Data for review -

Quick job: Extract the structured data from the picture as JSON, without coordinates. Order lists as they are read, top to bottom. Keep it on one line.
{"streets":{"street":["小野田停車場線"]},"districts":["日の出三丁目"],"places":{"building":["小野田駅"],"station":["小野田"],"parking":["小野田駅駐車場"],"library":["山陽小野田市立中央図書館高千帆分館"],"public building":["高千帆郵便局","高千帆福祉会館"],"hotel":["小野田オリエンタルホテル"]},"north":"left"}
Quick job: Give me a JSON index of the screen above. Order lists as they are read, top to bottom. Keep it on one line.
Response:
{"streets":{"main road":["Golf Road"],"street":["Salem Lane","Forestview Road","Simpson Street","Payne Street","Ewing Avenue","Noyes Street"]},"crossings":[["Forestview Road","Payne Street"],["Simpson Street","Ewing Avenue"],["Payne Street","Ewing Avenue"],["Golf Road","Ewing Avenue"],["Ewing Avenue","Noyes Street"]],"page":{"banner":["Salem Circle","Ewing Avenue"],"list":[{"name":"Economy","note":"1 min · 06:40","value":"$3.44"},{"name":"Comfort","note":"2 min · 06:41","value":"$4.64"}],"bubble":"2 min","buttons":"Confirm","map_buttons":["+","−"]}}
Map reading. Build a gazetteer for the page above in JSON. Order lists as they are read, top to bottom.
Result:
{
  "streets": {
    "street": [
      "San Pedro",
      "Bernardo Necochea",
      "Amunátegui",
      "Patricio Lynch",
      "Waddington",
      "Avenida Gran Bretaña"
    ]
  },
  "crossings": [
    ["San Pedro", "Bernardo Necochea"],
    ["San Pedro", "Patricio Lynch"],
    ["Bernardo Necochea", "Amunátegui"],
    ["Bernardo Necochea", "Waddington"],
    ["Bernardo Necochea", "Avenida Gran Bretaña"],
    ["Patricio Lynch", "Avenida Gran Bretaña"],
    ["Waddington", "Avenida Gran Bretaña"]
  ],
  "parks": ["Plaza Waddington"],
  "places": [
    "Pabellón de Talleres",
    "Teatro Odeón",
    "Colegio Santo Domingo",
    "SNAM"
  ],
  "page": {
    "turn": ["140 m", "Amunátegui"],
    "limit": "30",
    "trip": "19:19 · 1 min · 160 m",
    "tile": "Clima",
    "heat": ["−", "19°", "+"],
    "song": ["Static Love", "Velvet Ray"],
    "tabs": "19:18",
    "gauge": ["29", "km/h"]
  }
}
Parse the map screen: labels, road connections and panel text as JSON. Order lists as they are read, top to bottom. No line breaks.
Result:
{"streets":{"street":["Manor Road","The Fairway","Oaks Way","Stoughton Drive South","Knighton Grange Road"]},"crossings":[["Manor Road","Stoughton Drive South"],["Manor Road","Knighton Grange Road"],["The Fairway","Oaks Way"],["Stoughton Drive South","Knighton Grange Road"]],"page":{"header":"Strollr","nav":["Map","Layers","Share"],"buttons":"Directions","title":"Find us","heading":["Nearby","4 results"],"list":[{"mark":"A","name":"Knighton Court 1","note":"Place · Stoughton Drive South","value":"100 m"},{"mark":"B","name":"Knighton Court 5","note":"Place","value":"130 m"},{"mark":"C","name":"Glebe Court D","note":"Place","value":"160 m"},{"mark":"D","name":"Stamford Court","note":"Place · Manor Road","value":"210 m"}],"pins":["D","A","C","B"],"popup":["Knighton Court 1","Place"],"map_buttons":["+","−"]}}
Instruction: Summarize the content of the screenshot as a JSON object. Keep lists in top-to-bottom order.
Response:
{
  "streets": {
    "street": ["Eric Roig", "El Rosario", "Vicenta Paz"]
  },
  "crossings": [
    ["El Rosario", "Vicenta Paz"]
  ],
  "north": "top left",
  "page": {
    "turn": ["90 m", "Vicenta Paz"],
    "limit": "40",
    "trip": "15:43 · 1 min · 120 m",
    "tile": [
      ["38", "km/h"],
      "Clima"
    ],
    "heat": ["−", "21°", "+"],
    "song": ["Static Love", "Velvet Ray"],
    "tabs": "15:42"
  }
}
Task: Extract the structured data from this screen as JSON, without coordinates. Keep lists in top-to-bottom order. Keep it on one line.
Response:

Task instructions - What you output should match every line above exactly.

Exercise response -
Quick job: Extract the structured data from the picture as JSON, without coordinates. Order lists as they are read, top to bottom. Keep it on one line.
{"streets":{"street":["小野田停車場線"]},"districts":["日の出三丁目"],"places":{"building":["小野田駅"],"station":["小野田"],"parking":["小野田駅駐車場"],"library":["山陽小野田市立中央図書館高千帆分館"],"public building":["高千帆郵便局","高千帆福祉会館"],"hotel":["小野田オリエンタルホテル"]},"north":"left"}
Quick job: Give me a JSON index of the screen above. Order lists as they are read, top to bottom. Keep it on one line.
Response:
{"streets":{"main road":["Golf Road"],"street":["Salem Lane","Forestview Road","Simpson Street","Payne Street","Ewing Avenue","Noyes Street"]},"crossings":[["Forestview Road","Payne Street"],["Simpson Street","Ewing Avenue"],["Payne Street","Ewing Avenue"],["Golf Road","Ewing Avenue"],["Ewing Avenue","Noyes Street"]],"page":{"banner":["Salem Circle","Ewing Avenue"],"list":[{"name":"Economy","note":"1 min · 06:40","value":"$3.44"},{"name":"Comfort","note":"2 min · 06:41","value":"$4.64"}],"bubble":"2 min","buttons":"Confirm","map_buttons":["+","−"]}}
Map reading. Build a gazetteer for the page above in JSON. Order lists as they are read, top to bottom.
Result:
{
  "streets": {
    "street": [
      "San Pedro",
      "Bernardo Necochea",
      "Amunátegui",
      "Patricio Lynch",
      "Waddington",
      "Avenida Gran Bretaña"
    ]
  },
  "crossings": [
    ["San Pedro", "Bernardo Necochea"],
    ["San Pedro", "Patricio Lynch"],
    ["Bernardo Necochea", "Amunátegui"],
    ["Bernardo Necochea", "Waddington"],
    ["Bernardo Necochea", "Avenida Gran Bretaña"],
    ["Patricio Lynch", "Avenida Gran Bretaña"],
    ["Waddington", "Avenida Gran Bretaña"]
  ],
  "parks": ["Plaza Waddington"],
  "places": [
    "Pabellón de Talleres",
    "Teatro Odeón",
    "Colegio Santo Domingo",
    "SNAM"
  ],
  "page": {
    "turn": ["140 m", "Amunátegui"],
    "limit": "30",
    "trip": "19:19 · 1 min · 160 m",
    "tile": "Clima",
    "heat": ["−", "19°", "+"],
    "song": ["Static Love", "Velvet Ray"],
    "tabs": "19:18",
    "gauge": ["29", "km/h"]
  }
}
Parse the map screen: labels, road connections and panel text as JSON. Order lists as they are read, top to bottom. No line breaks.
Result:
{"streets":{"street":["Manor Road","The Fairway","Oaks Way","Stoughton Drive South","Knighton Grange Road"]},"crossings":[["Manor Road","Stoughton Drive South"],["Manor Road","Knighton Grange Road"],["The Fairway","Oaks Way"],["Stoughton Drive South","Knighton Grange Road"]],"page":{"header":"Strollr","nav":["Map","Layers","Share"],"buttons":"Directions","title":"Find us","heading":["Nearby","4 results"],"list":[{"mark":"A","name":"Knighton Court 1","note":"Place · Stoughton Drive South","value":"100 m"},{"mark":"B","name":"Knighton Court 5","note":"Place","value":"130 m"},{"mark":"C","name":"Glebe Court D","note":"Place","value":"160 m"},{"mark":"D","name":"Stamford Court","note":"Place · Manor Road","value":"210 m"}],"pins":["D","A","C","B"],"popup":["Knighton Court 1","Place"],"map_buttons":["+","−"]}}
Instruction: Summarize the content of the screenshot as a JSON object. Keep lists in top-to-bottom order.
Response:
{
  "streets": {
    "street": ["Eric Roig", "El Rosario", "Vicenta Paz"]
  },
  "crossings": [
    ["El Rosario", "Vicenta Paz"]
  ],
  "north": "top left",
  "page": {
    "turn": ["90 m", "Vicenta Paz"],
    "limit": "40",
    "trip": "15:43 · 1 min · 120 m",
    "tile": [
      ["38", "km/h"],
      "Clima"
    ],
    "heat": ["−", "21°", "+"],
    "song": ["Static Love", "Velvet Ray"],
    "tabs": "15:42"
  }
}
Task: Extract the structured data from this screen as JSON, without coordinates. Keep lists in top-to-bottom order. Keep it on one line.
Response:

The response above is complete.